## What is expected
Go through the records below and set each one down exactly, leaving out any pictures.

• • • •

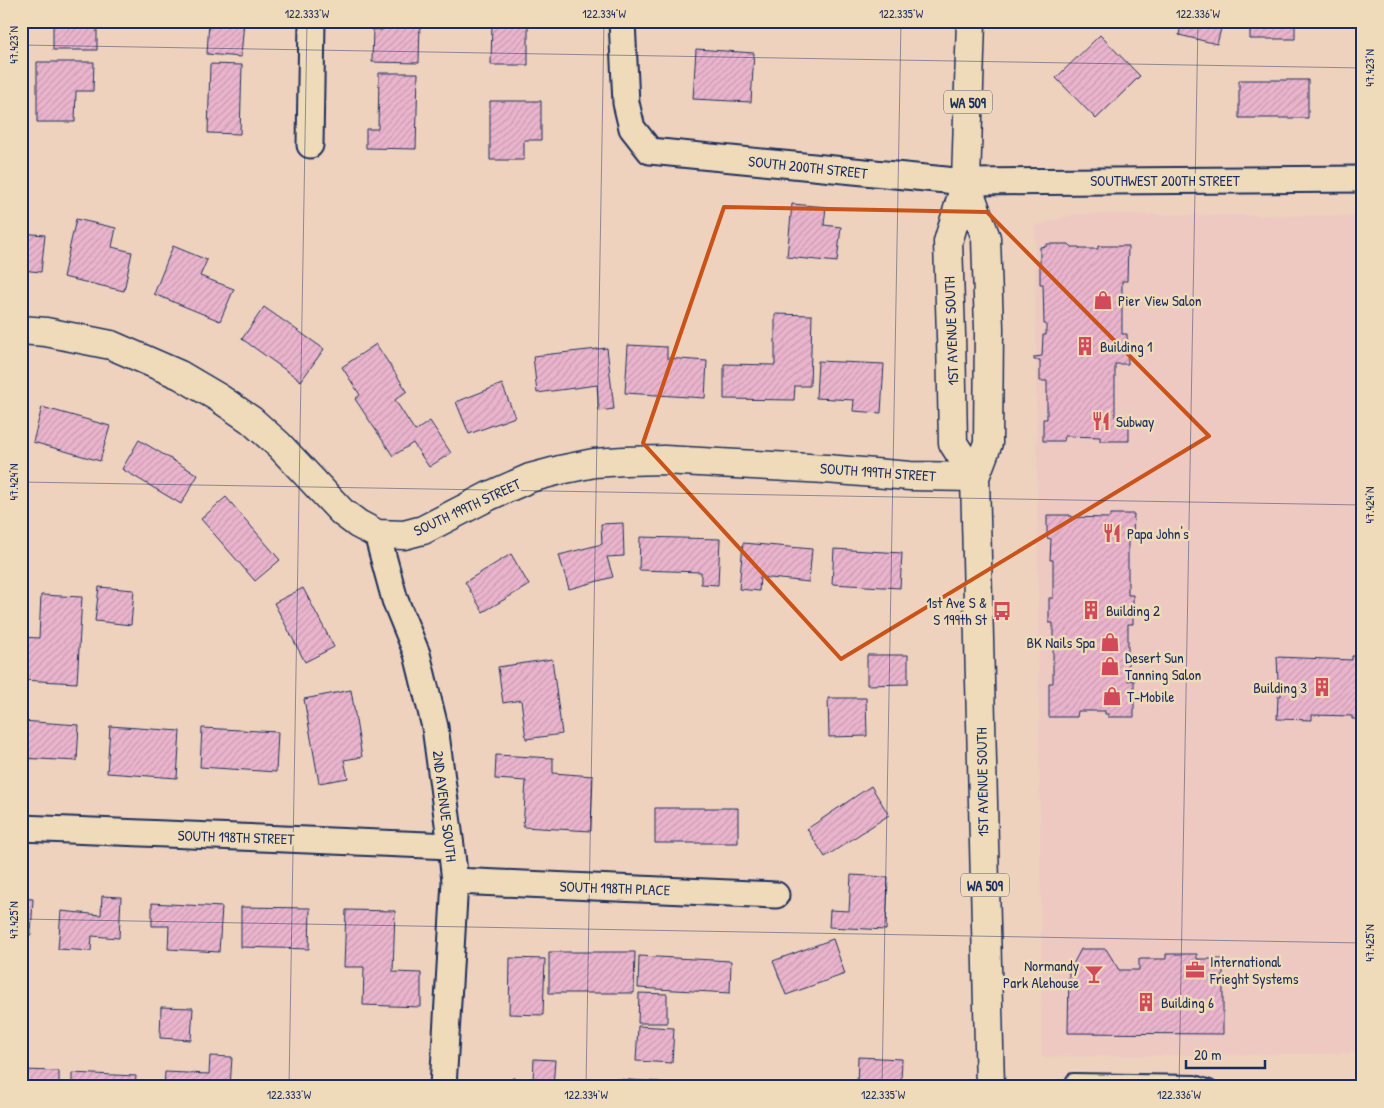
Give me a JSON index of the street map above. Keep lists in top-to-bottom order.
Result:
{
  "streets": {
    "main road": ["WA 509", "1ST AVENUE SOUTH", "SOUTH 199TH STREET"],
    "street": [
      "SOUTH 200TH STREET",
      "SOUTHWEST 200TH STREET",
      "2ND AVENUE SOUTH",
      "SOUTH 198TH STREET",
      "SOUTH 198TH PLACE"
    ]
  },
  "crossings": [
    ["SOUTH 200TH STREET", "SOUTHWEST 200TH STREET"],
    ["SOUTH 200TH STREET", "1ST AVENUE SOUTH"],
    ["SOUTHWEST 200TH STREET", "1ST AVENUE SOUTH"],
    ["1ST AVENUE SOUTH", "SOUTH 199TH STREET"],
    ["SOUTH 199TH STREET", "2ND AVENUE SOUTH"],
    ["2ND AVENUE SOUTH", "SOUTH 198TH STREET"],
    ["2ND AVENUE SOUTH", "SOUTH 198TH PLACE"]
  ],
  "places": {
    "shop": [
      "Pier View Salon",
      "BK Nails Spa",
      "Desert Sun Tanning Salon",
      "T-Mobile"
    ],
    "building": [
      "Building 1",
      "Building 2",
      "Building 3",
      "Building 6"
    ],
    "restaurant": ["Subway", "Papa John's"],
    "bus stop": ["1st Ave S & S 199th St"],
    "office": ["International Frieght Systems"],
    "bar": ["Normandy Park Alehouse"]
  },
  "scale_bar": "20 m",
  "coordinates": [
    "122.333°W",
    "122.334°W",
    "122.335°W",
    "122.336°W",
    "47.423°N",
    "47.424°N",
    "47.425°N"
  ]
}
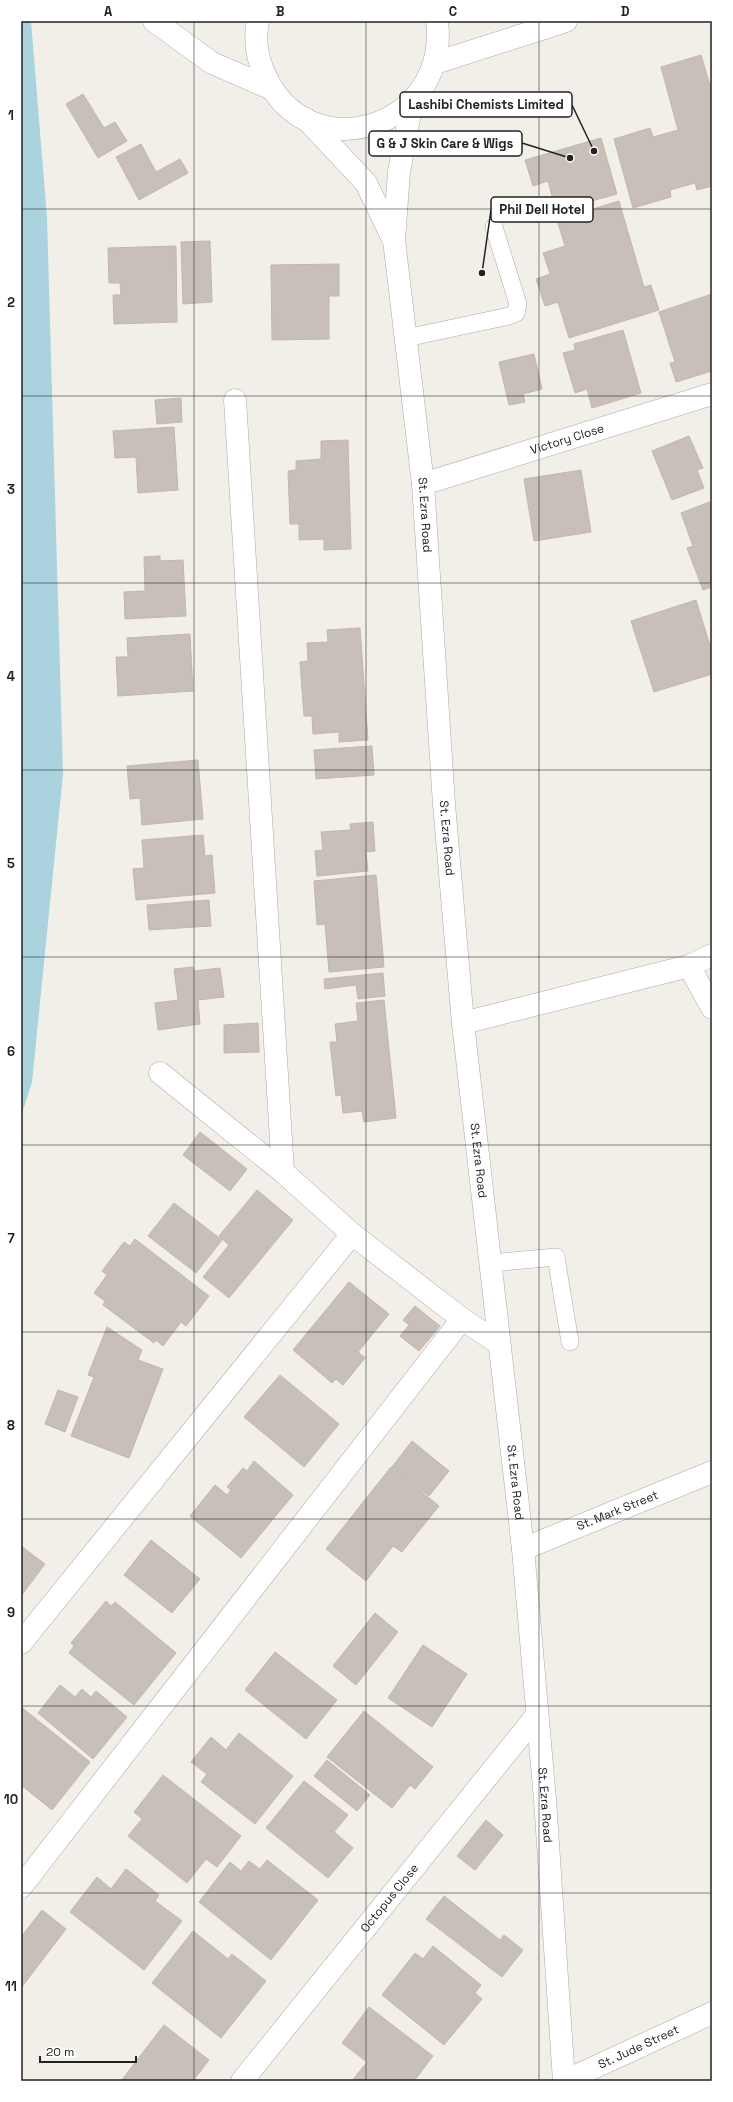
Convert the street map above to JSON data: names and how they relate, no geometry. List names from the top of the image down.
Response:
{
  "streets": {
    "street": [
      "Victory Close",
      "St. Ezra Road",
      "St. Mark Street",
      "Octopus Close",
      "St. Jude Street"
    ]
  },
  "crossings": [
    ["Victory Close", "St. Ezra Road"],
    ["St. Ezra Road", "St. Mark Street"],
    ["St. Ezra Road", "Octopus Close"],
    ["St. Ezra Road", "St. Jude Street"]
  ],
  "places": ["Lashibi Chemists Limited", "G & J Skin Care & Wigs", "Phil Dell Hotel"],
  "scale_bar": "20 m",
  "grid": {
    "columns": [
      "A",
      "B",
      "C",
      "D"
    ],
    "rows": [
      "1",
      "2",
      "3",
      "4",
      "5",
      "6",
      "7",
      "8",
      "9",
      "10",
      "11"
    ]
  }
}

• • • •

## Task result
Give me a JSON index of the street map above. Keep lists in top-to-bottom order.
Result:
{
  "streets": {
    "main road": ["WA 509", "1ST AVENUE SOUTH", "SOUTH 199TH STREET"],
    "street": [
      "SOUTH 200TH STREET",
      "SOUTHWEST 200TH STREET",
      "2ND AVENUE SOUTH",
      "SOUTH 198TH STREET",
      "SOUTH 198TH PLACE"
    ]
  },
  "crossings": [
    ["SOUTH 200TH STREET", "SOUTHWEST 200TH STREET"],
    ["SOUTH 200TH STREET", "1ST AVENUE SOUTH"],
    ["SOUTHWEST 200TH STREET", "1ST AVENUE SOUTH"],
    ["1ST AVENUE SOUTH", "SOUTH 199TH STREET"],
    ["SOUTH 199TH STREET", "2ND AVENUE SOUTH"],
    ["2ND AVENUE SOUTH", "SOUTH 198TH STREET"],
    ["2ND AVENUE SOUTH", "SOUTH 198TH PLACE"]
  ],
  "places": {
    "shop": [
      "Pier View Salon",
      "BK Nails Spa",
      "Desert Sun Tanning Salon",
      "T-Mobile"
    ],
    "building": [
      "Building 1",
      "Building 2",
      "Building 3",
      "Building 6"
    ],
    "restaurant": ["Subway", "Papa John's"],
    "bus stop": ["1st Ave S & S 199th St"],
    "office": ["International Frieght Systems"],
    "bar": ["Normandy Park Alehouse"]
  },
  "scale_bar": "20 m",
  "coordinates": [
    "122.333°W",
    "122.334°W",
    "122.335°W",
    "122.336°W",
    "47.423°N",
    "47.424°N",
    "47.425°N"
  ]
}
Convert the street map above to JSON data: names and how they relate, no geometry. List names from the top of the image down.
Response:
{
  "streets": {
    "street": [
      "Victory Close",
      "St. Ezra Road",
      "St. Mark Street",
      "Octopus Close",
      "St. Jude Street"
    ]
  },
  "crossings": [
    ["Victory Close", "St. Ezra Road"],
    ["St. Ezra Road", "St. Mark Street"],
    ["St. Ezra Road", "Octopus Close"],
    ["St. Ezra Road", "St. Jude Street"]
  ],
  "places": ["Lashibi Chemists Limited", "G & J Skin Care & Wigs", "Phil Dell Hotel"],
  "scale_bar": "20 m",
  "grid": {
    "columns": [
      "A",
      "B",
      "C",
      "D"
    ],
    "rows": [
      "1",
      "2",
      "3",
      "4",
      "5",
      "6",
      "7",
      "8",
      "9",
      "10",
      "11"
    ]
  }
}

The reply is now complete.